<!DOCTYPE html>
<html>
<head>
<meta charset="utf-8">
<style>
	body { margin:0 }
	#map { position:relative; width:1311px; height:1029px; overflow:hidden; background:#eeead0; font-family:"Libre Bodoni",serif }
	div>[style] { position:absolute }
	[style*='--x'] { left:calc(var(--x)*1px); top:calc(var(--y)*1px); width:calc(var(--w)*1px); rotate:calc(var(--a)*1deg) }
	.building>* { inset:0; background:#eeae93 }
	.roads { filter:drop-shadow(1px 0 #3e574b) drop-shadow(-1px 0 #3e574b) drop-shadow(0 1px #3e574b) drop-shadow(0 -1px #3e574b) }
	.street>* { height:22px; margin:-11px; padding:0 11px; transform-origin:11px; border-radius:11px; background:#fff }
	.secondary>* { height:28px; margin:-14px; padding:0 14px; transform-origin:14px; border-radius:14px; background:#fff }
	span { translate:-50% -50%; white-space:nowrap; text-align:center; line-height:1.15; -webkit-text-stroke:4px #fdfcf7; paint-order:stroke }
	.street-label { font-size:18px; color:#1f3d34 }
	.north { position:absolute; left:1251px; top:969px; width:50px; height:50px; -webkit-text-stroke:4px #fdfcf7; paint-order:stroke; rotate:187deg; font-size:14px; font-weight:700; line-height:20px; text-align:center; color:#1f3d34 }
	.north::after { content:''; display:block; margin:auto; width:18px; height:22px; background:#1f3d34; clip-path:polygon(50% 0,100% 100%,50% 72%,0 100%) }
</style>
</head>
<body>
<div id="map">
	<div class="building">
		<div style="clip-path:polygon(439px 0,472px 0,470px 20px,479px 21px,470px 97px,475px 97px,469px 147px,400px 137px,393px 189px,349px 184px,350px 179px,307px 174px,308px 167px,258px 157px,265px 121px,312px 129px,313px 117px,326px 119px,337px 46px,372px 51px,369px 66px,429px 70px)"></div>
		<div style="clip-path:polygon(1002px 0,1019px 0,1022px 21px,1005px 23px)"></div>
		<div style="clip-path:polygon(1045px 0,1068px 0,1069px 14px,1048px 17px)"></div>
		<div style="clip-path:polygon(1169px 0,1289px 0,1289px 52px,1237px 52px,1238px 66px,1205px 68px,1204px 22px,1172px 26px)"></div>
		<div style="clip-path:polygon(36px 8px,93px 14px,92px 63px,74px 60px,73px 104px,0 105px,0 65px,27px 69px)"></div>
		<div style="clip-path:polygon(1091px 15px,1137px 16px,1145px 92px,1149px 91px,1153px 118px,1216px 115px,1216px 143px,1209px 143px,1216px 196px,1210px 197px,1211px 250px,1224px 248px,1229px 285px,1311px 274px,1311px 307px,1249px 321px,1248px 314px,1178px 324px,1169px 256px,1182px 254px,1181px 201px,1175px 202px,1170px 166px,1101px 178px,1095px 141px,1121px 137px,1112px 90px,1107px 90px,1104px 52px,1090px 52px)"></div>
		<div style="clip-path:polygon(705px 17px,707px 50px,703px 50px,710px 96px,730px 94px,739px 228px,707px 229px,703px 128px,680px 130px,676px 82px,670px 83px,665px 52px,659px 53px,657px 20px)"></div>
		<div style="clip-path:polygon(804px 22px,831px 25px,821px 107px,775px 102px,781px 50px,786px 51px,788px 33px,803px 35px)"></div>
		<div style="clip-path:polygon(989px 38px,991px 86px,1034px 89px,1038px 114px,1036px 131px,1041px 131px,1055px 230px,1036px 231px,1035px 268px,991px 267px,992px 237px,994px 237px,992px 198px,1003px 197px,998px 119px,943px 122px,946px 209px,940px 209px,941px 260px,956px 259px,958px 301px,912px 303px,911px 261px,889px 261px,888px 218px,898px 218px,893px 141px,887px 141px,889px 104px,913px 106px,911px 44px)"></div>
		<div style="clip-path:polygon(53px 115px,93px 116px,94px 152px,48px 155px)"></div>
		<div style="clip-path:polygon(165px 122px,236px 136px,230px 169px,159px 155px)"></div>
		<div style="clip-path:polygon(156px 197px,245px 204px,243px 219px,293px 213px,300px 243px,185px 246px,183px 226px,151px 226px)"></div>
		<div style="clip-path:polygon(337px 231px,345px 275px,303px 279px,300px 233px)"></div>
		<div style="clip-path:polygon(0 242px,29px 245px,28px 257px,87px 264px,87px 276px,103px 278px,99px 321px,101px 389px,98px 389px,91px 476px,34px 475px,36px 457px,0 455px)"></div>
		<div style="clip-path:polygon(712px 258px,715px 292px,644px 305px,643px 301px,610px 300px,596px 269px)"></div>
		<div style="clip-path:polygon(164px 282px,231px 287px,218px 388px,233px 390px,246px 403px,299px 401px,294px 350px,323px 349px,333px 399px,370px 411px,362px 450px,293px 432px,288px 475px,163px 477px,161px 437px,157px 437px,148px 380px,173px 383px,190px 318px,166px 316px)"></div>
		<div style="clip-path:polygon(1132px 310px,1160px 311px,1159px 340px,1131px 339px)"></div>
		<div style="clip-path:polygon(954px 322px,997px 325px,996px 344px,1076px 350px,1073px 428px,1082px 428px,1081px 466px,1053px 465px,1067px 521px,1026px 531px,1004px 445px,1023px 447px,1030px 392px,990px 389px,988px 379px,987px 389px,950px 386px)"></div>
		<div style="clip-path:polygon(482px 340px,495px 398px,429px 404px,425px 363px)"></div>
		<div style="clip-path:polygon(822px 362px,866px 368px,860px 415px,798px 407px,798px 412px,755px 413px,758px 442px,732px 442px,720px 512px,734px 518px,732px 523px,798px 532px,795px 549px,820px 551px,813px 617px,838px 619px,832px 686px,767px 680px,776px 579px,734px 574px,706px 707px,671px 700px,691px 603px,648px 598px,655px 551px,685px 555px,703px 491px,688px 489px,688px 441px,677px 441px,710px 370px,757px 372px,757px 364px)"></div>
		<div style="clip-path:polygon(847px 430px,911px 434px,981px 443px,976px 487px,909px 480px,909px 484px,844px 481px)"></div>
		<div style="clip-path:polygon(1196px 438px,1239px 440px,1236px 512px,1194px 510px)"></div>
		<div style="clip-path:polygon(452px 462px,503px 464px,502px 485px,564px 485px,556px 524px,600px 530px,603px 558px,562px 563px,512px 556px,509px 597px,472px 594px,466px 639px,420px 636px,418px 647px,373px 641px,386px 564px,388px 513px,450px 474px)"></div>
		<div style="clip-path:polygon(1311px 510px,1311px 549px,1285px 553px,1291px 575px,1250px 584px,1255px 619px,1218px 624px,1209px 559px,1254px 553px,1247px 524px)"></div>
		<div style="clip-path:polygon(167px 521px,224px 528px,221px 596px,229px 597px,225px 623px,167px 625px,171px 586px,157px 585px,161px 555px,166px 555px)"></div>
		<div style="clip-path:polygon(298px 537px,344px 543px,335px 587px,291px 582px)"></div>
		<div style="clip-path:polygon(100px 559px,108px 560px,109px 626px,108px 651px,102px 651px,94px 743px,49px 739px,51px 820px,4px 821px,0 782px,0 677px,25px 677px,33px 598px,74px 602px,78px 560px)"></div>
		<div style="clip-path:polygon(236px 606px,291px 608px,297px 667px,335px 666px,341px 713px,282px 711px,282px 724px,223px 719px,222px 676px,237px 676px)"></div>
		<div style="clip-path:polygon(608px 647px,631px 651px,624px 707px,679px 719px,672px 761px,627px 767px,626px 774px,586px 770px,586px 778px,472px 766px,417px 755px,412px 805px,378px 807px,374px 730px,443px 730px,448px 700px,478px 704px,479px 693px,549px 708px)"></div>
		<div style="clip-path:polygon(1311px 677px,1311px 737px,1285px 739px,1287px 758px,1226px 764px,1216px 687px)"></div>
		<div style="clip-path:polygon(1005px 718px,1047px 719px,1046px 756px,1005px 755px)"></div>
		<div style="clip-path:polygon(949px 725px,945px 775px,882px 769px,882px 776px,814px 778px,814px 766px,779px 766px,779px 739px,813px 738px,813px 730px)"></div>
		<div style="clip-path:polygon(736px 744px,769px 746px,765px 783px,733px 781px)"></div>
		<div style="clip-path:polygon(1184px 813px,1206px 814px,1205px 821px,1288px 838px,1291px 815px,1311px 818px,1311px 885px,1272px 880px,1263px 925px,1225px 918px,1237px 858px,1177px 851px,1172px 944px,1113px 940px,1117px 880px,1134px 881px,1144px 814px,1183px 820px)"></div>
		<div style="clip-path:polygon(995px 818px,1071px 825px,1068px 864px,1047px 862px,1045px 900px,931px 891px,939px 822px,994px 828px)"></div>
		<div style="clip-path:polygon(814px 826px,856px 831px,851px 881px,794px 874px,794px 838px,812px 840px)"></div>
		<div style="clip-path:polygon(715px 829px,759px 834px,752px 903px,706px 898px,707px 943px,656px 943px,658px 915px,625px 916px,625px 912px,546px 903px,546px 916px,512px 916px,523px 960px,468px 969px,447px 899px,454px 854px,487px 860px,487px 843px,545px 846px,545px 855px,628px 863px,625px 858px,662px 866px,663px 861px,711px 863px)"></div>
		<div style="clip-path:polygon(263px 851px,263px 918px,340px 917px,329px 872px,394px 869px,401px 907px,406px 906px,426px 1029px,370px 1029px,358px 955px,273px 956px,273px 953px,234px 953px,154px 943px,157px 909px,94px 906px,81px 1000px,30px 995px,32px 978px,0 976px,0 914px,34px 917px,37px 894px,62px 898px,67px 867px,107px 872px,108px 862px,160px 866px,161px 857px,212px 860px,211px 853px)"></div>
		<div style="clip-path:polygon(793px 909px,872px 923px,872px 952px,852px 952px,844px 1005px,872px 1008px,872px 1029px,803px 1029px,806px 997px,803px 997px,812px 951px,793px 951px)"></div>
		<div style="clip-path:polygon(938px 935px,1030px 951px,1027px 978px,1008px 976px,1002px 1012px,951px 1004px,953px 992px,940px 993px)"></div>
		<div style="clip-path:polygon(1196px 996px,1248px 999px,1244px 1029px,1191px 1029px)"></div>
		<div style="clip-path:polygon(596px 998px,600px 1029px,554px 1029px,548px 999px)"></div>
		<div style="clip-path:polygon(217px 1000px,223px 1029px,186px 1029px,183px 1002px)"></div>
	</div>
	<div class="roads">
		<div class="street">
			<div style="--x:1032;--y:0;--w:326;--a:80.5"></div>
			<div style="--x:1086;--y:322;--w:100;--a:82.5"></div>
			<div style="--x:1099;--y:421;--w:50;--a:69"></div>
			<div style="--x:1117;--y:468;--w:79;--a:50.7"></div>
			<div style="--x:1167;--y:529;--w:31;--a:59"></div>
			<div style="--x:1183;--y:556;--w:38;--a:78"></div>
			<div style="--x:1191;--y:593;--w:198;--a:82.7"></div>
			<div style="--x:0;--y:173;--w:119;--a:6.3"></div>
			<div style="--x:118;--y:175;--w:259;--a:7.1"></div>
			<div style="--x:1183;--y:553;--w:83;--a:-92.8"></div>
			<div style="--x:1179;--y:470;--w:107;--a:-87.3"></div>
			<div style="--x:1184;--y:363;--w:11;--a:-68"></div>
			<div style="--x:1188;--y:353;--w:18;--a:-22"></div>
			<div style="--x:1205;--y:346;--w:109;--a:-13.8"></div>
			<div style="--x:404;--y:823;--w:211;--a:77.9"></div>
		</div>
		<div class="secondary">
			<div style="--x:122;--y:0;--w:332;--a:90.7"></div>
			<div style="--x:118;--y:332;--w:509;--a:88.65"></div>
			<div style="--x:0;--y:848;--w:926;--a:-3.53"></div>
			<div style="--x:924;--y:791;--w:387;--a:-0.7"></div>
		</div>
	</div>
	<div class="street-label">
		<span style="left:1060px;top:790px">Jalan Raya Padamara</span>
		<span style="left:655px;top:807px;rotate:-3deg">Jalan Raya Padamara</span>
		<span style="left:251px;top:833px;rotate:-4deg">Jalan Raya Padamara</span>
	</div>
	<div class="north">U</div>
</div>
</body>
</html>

════

WHAT TO DO:
Type out again, exactly as written, the lines from the beginning of the material through the one containing "filter:drop-shadow(1px 0 #3e574b)".

TASK ANSWER:
<!DOCTYPE html>
<html>
<head>
<meta charset="utf-8">
<style>
	body { margin:0 }
	#map { position:relative; width:1311px; height:1029px; overflow:hidden; background:#eeead0; font-family:"Libre Bodoni",serif }
	div>[style] { position:absolute }
	[style*='--x'] { left:calc(var(--x)*1px); top:calc(var(--y)*1px); width:calc(var(--w)*1px); rotate:calc(var(--a)*1deg) }
	.building>* { inset:0; background:#eeae93 }
	.roads { filter:drop-shadow(1px 0 #3e574b) drop-shadow(-1px 0 #3e574b) drop-shadow(0 1px #3e574b) drop-shadow(0 -1px #3e574b) }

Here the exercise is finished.